No surprise as Carlos Hyde will count $2.75 million against Seahawks’ salary cap

Houston Texans running back Carlos Hyde (23) carries the ball during the first half of an NFL divisional playoff football game against the Kansas City Chiefs, in Kansas City, Mo., Sunday, Jan. 12, 2020. (Charlie Riedel / Associated Press)
Houston Texans running back Carlos Hyde (23) carries the ball during the first half of an NFL divisional playoff football game against the Kansas City Chiefs, in Kansas City, Mo., Sunday, Jan. 12, 2020. (Charlie Riedel / Associated Press)
By Bob Condotta Seattle Times

SEATTLE – There was no real surprise when the contract details finally came in for Carlos Hyde, a free-agent running back the Seahawks agreed to sign to a one-year deal last week.

Hyde’s signing became official this week, and the contract calls for him to make a base salary of $1.5 million with bonuses of $1.25 million (including $31,250 for every game for which he is on the active roster in 2020) that give it a salary-cap hit of $2.75 million.

Other incentives of $1.25 million mean he could make up to $4 million, which was the number initially leaked last week when the agreement was confirmed.

But the lower cap hit is in line with what many expected it would be and nearly the same as the $2.8 million he made last season when he rushed for 1,070 yards in reviving his career with the Houston Texans.

Hyde’s signing was announced Thursday with the Seahawks waiving guard Demetrius Knox, who was not claimed.

The moves mean Seattle has $13.9 million in salary-cap room, according to OvertheCap.com.

But that does not include bonuses for the team’s eight draft picks (who all currently count for the same $610,000 but will have higher cap numbers once they sign contracts), which will knock off another $3 million to $4 million.

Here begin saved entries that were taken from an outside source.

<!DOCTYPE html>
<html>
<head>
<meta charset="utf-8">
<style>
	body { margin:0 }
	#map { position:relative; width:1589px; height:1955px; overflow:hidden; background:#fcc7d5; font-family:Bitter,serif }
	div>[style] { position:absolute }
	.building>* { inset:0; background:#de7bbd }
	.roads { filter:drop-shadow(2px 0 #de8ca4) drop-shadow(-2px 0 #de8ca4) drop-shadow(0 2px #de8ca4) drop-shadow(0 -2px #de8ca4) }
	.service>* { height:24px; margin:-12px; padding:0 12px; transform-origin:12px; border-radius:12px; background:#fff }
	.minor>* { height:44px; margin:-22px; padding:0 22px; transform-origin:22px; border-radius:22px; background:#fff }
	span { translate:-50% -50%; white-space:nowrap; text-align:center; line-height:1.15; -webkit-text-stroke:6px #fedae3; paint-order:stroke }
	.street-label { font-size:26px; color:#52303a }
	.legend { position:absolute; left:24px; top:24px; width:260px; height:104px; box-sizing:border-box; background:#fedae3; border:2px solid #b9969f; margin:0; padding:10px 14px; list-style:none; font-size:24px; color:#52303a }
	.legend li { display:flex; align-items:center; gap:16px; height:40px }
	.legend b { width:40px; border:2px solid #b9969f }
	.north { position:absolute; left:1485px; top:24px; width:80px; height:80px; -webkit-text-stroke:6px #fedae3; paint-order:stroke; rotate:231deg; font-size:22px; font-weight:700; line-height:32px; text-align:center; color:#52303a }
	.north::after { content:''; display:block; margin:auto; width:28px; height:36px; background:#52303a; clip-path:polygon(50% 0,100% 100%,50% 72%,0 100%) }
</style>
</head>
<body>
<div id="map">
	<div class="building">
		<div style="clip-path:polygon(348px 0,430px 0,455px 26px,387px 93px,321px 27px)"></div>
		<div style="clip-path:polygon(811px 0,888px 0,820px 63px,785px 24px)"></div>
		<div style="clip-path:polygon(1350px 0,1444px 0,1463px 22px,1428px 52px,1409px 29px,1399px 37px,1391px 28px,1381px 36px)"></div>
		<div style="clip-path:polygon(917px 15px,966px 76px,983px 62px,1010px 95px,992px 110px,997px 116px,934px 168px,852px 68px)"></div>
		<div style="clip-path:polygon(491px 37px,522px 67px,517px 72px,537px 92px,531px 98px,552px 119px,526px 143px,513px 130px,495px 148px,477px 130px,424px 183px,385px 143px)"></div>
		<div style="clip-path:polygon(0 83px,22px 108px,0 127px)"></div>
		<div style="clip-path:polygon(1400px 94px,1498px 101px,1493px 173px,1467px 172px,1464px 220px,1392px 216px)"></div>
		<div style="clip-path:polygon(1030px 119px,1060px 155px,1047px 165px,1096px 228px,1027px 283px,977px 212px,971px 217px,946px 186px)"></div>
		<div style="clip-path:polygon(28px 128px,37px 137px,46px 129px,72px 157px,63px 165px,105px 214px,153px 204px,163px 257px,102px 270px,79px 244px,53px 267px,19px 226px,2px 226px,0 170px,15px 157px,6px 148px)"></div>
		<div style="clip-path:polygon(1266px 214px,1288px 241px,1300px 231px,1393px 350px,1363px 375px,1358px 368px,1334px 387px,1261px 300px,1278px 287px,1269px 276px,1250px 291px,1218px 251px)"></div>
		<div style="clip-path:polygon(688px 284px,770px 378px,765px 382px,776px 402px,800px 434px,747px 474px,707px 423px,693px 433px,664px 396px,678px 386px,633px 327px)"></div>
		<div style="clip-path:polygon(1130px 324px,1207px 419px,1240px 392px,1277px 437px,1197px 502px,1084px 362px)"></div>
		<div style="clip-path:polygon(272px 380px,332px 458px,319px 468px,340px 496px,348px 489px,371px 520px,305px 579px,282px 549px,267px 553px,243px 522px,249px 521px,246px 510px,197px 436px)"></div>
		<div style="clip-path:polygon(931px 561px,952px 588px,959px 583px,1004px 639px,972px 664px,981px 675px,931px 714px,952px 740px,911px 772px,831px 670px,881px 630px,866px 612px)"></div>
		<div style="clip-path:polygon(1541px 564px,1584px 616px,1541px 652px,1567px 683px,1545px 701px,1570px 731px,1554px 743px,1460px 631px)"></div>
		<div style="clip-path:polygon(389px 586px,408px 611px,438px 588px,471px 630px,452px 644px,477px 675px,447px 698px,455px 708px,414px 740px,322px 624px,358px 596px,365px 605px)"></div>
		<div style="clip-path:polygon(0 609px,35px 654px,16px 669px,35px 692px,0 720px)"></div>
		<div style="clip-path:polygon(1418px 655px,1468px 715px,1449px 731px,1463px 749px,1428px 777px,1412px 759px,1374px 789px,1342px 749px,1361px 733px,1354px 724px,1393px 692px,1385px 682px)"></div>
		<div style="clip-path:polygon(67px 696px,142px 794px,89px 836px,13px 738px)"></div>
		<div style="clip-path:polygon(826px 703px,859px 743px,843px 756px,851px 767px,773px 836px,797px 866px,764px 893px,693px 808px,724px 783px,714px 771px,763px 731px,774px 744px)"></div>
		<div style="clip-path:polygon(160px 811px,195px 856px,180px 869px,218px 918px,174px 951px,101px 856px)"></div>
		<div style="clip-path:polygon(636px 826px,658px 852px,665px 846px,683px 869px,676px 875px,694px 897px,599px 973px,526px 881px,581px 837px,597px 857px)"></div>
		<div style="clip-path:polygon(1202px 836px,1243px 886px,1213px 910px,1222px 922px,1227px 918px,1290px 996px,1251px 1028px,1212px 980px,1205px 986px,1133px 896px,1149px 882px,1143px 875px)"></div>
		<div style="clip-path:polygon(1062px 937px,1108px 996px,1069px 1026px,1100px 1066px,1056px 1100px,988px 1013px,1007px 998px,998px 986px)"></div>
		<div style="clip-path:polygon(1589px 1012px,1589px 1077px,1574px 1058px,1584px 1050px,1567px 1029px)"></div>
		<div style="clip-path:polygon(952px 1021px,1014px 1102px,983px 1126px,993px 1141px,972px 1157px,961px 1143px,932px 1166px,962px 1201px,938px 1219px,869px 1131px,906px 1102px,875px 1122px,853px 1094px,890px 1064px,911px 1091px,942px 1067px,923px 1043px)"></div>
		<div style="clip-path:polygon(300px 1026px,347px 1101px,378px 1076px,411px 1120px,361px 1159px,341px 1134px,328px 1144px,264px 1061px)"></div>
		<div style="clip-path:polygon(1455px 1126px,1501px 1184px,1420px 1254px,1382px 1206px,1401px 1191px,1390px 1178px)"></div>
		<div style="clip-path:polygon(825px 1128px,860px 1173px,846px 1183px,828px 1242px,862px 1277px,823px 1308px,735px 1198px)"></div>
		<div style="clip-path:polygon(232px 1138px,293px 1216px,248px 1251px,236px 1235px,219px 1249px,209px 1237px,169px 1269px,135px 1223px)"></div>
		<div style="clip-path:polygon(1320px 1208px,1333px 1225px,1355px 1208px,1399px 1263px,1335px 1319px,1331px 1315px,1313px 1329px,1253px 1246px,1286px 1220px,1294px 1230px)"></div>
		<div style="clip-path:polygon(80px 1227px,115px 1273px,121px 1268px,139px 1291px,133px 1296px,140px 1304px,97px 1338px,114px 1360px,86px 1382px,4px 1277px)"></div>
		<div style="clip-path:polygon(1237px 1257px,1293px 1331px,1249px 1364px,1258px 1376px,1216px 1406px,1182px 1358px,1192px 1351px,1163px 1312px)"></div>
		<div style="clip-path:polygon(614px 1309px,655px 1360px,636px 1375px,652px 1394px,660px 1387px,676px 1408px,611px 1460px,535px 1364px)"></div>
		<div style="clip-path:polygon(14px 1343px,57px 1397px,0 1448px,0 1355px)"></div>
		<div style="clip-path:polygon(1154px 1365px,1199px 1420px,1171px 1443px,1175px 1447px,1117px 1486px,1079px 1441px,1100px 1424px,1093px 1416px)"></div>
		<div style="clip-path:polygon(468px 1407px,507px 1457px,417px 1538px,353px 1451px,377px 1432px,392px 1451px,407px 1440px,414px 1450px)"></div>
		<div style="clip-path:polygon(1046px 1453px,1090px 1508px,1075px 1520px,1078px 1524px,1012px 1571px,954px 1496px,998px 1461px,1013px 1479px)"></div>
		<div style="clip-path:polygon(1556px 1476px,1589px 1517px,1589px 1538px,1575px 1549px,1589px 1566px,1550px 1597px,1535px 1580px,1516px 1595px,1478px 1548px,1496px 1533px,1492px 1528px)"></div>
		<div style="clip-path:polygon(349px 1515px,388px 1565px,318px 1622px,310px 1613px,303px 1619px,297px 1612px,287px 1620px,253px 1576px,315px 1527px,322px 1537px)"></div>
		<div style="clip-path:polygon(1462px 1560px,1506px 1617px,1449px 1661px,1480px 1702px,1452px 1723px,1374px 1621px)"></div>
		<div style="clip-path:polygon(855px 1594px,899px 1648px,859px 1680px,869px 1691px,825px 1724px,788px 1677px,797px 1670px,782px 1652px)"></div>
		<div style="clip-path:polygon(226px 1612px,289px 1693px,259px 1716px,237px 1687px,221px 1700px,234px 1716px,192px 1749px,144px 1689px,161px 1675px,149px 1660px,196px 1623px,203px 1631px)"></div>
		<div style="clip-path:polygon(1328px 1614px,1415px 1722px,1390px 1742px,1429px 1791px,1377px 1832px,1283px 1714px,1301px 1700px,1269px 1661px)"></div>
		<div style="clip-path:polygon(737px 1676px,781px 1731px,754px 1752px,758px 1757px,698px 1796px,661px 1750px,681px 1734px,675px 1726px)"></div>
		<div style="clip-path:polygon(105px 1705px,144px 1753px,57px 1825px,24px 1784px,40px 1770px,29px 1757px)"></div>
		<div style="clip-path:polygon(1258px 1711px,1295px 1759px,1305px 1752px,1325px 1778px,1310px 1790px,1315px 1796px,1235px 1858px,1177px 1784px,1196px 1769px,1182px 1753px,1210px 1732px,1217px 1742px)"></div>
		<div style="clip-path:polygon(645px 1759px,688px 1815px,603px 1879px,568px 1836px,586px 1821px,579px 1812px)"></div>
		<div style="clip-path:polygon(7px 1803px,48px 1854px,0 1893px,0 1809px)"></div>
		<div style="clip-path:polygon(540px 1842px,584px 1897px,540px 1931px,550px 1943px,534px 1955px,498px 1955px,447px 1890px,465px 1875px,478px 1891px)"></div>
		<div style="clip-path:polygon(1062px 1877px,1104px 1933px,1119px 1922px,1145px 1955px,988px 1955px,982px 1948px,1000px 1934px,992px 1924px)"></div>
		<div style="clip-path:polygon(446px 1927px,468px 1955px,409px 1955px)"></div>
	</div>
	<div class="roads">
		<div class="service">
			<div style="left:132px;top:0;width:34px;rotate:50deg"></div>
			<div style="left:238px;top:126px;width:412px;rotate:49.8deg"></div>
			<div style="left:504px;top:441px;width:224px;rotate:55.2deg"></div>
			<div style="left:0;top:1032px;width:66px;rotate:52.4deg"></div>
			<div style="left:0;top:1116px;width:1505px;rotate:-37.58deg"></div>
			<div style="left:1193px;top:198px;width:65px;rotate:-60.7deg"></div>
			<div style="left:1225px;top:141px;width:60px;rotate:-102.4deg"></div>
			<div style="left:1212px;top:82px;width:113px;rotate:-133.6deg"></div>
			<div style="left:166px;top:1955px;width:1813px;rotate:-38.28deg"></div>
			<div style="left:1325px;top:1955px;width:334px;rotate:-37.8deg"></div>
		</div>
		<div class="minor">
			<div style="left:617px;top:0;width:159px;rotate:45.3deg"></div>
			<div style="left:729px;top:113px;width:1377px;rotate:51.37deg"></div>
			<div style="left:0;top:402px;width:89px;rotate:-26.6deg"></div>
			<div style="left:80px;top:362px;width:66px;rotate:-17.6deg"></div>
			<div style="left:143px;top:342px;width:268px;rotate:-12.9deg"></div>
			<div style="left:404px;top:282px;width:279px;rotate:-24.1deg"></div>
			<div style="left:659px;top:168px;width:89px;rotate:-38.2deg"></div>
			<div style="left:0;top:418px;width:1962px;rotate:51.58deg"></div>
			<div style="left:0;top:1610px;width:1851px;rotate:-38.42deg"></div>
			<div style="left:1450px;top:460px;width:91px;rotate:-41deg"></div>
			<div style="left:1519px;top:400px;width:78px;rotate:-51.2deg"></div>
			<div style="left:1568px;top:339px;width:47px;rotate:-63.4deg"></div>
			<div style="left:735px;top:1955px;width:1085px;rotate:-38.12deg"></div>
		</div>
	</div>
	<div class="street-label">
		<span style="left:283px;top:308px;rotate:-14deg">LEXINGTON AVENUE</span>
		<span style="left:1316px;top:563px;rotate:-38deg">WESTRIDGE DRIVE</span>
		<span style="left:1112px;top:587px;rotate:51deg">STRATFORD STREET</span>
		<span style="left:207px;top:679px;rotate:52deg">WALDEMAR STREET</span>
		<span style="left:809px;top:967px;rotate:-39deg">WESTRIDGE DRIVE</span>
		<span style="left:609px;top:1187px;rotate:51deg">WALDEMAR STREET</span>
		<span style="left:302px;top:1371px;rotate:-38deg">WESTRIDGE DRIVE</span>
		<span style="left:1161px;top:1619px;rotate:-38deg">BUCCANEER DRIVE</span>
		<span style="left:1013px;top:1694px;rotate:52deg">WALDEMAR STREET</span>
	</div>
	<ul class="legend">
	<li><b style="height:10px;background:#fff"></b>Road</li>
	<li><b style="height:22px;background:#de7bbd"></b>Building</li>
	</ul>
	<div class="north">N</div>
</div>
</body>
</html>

Throw in money the team needs for things such as injured reserve and having a little to carry into the season, and the Seahawks have little left to make a significant signing without doing something to create more space, namely cutting other players or redoing contracts to push some cap space into the future.

That there are avenues for creating cap space means that Seattle could still make a move to sign another player, such as a defensive tackle or maybe even reeling in defensive end Jadeveon Clowney, who is still unsigned and remains in contact with the team.

Hyde’s signing surprised some who wondered about spending more on a tailback when an area such as the defensive line might seem to be a more pressing need.

But injury questions at the position – specifically, when Rashaad Penny will return from a serious knee injury – compelled Seattle to seek out veteran depth. And after finding that Devonta Freeman wanted more than Seattle wanted to pay (Freeman remains unsigned), the Seahawks sought out Hyde.

His addition means Seattle is devoting $9.7 million of its cap space to the running-back position, which is 15th in the NFL according to OvertheCap.com (Penny is the highest-paid at $2.9 million, followed by Hyde and then Chris Carson at $2.1 million).

Via Spotrac.com, Seattle ranks high in spending among NFL teams at three other positions; quarterback (fourth at $32.5 million); and tight end and linebacker, eighth in each at $13.1 million and $29.1 million, respectively.